月が替わり今日から11月。新しい月が始まると、いつも京都出張から物事が始まります。
清々しい秋晴れとなり、外を歩いていても少しも苦になりません。むしろ外の方が気持ちがいいと思えた一日で、順番に仕入れ先を訪ねてまいりましたが、同業者が思っていたほど京都に来ていなかった感じがします。
10月の台風と雨で催事が思うように運ばなかったことが影響していたのかもしれません。
仕入先を回ってみると、職人さんの高齢化が物作りに影響を及ぼしていて、腕のいい刺繍半衿を作る職人さんが入院していて作れなくなっているとか、蒔絵をする職人さんが年で物作りができなくなったとか、至る所で、これまで作れていたものが作れなくなっていることを耳にすることが多くなっています。
その一方で材料費が値上がりしていて、生産調整をしている先が多いことも聞こえてまいりました。
職先の高齢化と生産調整は、益々物作りの環境を痛めつけていて、後継者が育つ状況ではなくなっているみたいです。
水面下では夏物の下ごしらえが始まっていますが、今年の夏は長雨で浴衣業界に一石を投じるものがあり、メーカーさんの警戒感が広がっている様子もうかがえます。
これらの悪循環は、踏み込んで物が作れないことを物語っていて、そのシワ寄せが職人さから仕事を奪うものになっているのかもしれません。
近い将来、これまであったものが無くなるということが現実のものとして起きてくることでしょう。
そして、メイドインジャパンの製品は値上がりをし、海外で作られた製品が市場に溢れる時代が来るかもしれません。

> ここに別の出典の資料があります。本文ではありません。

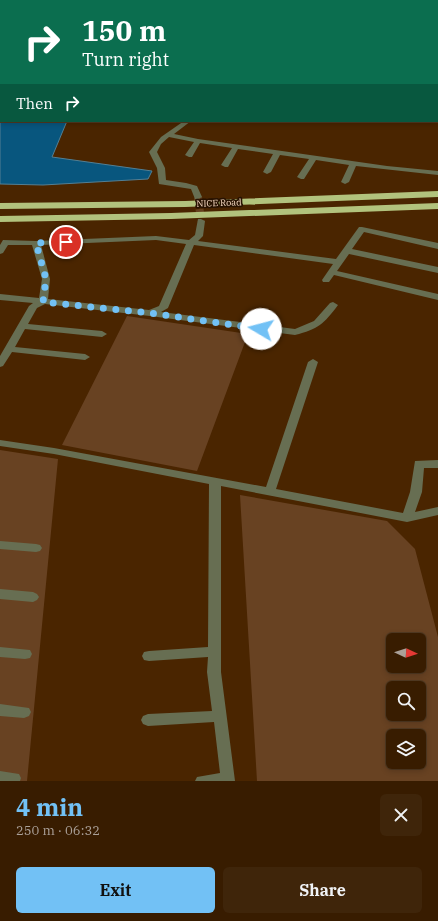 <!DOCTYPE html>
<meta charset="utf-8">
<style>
:root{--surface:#381c00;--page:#3f250a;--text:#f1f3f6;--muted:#aba199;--line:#523a22;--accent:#72c1f5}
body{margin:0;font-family:"IBM Plex Serif",serif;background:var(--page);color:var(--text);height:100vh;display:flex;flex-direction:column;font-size:15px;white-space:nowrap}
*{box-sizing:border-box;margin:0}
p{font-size:13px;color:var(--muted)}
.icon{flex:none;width:22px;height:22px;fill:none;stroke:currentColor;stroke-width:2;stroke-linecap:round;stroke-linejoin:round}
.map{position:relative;height:781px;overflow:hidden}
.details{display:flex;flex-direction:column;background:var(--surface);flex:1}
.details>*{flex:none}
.hud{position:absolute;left:0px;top:0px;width:438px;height:122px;box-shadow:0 2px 6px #0003,0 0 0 1px var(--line);background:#0b6e4f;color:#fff;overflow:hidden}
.needle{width:26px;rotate:94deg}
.buttons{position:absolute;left:386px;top:633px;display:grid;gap:8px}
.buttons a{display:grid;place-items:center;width:40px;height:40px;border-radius:6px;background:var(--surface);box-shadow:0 2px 6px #0003,0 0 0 1px var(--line);font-size:20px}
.pin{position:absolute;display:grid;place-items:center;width:34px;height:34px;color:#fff;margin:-17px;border:2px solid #fff;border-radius:50%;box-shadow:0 1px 4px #0007}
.me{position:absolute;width:44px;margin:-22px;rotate:278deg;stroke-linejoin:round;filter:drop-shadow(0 0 3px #0008)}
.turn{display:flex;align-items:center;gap:14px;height:84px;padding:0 16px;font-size:18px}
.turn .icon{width:52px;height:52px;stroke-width:2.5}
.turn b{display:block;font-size:28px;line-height:34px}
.then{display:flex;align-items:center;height:38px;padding:0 16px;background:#0003;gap:8px;font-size:15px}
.round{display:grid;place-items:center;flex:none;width:42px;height:42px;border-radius:6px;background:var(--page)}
.headline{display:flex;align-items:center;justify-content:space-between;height:68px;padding:0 16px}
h1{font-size:24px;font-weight:800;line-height:30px;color:var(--accent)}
.button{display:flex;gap:8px;margin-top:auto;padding:8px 16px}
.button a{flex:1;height:46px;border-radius:6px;background:var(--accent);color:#111;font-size:16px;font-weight:800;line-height:46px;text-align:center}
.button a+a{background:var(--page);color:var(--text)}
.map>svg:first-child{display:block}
.green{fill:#684222;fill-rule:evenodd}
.water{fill:#08567e;stroke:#527f94}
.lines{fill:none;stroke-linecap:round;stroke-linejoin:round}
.street-tunnel{stroke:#65411e;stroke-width:8;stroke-dasharray:8 4;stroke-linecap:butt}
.street{fill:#676e52;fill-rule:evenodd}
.highway{fill:#b2c37d;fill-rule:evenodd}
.route{stroke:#72c1f5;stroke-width:7;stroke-dasharray:0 12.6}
.labels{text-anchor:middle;stroke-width:3.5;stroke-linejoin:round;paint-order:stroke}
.far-street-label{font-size:9px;fill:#fddfc8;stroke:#271201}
</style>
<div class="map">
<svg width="438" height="781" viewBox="0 0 438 781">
<rect width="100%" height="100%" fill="#4a2500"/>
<path class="green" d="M127,316L248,334L197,471L62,445Z
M0,450L58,459L27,781H0Z
M240,495L387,521L415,549L438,637V781H257ZM393,640H419V666H393ZM393,688H419V714H393ZM393,736H419V762H393Z"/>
<path class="water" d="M0,40L1,121H67L52,157L152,171L148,179L43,185L0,184Z"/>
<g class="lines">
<path class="street-tunnel" d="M198,197L201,221"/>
<path class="street" d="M141,0H147L140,1Z
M253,0H264L265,1H254Z
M289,0H295L288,1Z
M330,0H349L350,1H331Z
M437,83H438V87H437Z
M184,121H191L174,134L198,139L387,166L438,171V175L356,166L349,182L345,184L341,182L349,165L316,160L304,179H301L297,177L309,159L280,155L271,172L267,174L263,172L273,154L238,149L228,167H225L221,165L232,148L200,143L192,157H189L185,155L194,142L169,137L161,144L157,152L165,168L166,180L186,183L197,186L202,197L198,199H195L191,189L159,184L157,168L149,152L161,137Z
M198,219H201L205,221L203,236L198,241L336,259L359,227H362L438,243V249L364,232L352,249L438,267V273L349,254L337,271L438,294V300L334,275L329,282H323L322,280L333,264L194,245L168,308L161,312L295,329L314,321L330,303L333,302L338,305C324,324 318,329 295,335L150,316L45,304L37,308L28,324L102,331L107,334L102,337L25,329L15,347L85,354L90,357L85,360L12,352L3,366L0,367V356L29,306L33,303L0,300V294L39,298L42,279L32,245H8L3,253L0,254V245L3,240L36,241L156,236L189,240L195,235ZM156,240L186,244L159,306L149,310L48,299L50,279L41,245Z
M313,359L318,362L276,489L403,513L410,492L415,461L438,460V468H424L422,492L415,512L438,507V515L407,522L221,486V672L235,781H195L197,777L220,773L214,722L148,726L143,724L141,720L143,716L148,714L212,711L207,672L208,657L149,661L144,660L142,656L144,652L149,651L208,647L209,484L54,454L0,446V440L54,448L266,487L308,362Z
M0,541L36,544L40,545L42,548L40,551L36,552L0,549Z
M0,589L33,592L37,594L39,597L37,600L33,602L0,599Z
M0,647L30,650L32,654L30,658L25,659L0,657Z
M0,704L29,708L31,712L29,716L24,718L0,716Z
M0,771L19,774L21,778L20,781H0Z"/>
<path class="highway" d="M438,191V197L185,207L0,209V203L185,201Z
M438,203V209L171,219L0,222V216L171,213Z"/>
</g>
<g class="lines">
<path class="route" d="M66,242L36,243L46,279L43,302L150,313L261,329"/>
</g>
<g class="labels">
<g class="far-street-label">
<text transform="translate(219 203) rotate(-2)" y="3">NICE Road</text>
</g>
</g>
</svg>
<div class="buttons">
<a><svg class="needle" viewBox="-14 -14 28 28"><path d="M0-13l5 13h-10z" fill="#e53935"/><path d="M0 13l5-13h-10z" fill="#aba199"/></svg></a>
<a><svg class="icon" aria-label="search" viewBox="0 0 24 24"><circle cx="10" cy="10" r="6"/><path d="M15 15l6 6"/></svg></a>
<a><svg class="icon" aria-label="layers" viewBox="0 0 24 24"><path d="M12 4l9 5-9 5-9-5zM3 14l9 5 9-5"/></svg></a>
</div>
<div class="pin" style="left:66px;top:242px;background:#d93025"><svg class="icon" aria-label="arrive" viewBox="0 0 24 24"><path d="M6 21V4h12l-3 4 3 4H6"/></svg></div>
<svg class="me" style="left:261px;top:329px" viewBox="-20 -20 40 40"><circle r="19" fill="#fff"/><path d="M0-13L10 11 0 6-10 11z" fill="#72c1f5"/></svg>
<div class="hud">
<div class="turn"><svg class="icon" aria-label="right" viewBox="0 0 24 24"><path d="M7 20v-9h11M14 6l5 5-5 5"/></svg><div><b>150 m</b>Turn right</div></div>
<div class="then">Then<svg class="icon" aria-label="right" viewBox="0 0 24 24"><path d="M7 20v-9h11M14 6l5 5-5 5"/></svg></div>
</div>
</div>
<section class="details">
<div class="headline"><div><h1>4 min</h1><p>250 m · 06:32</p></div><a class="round"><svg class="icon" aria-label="close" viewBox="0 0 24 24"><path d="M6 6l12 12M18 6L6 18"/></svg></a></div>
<div class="button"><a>Exit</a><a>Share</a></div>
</section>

伝統を受け継いできた職人の技が危機的な状況にあることを教えられた出張でした。
着物業界を横目に、一部の会社では端午の節句の商材が発表されていて、進む時の速さを感じながらも注文を入れてきた私です。
明るいニュースを書くことができませんでしが、今日はこれにて閉店と致します。
では、お休みなさい。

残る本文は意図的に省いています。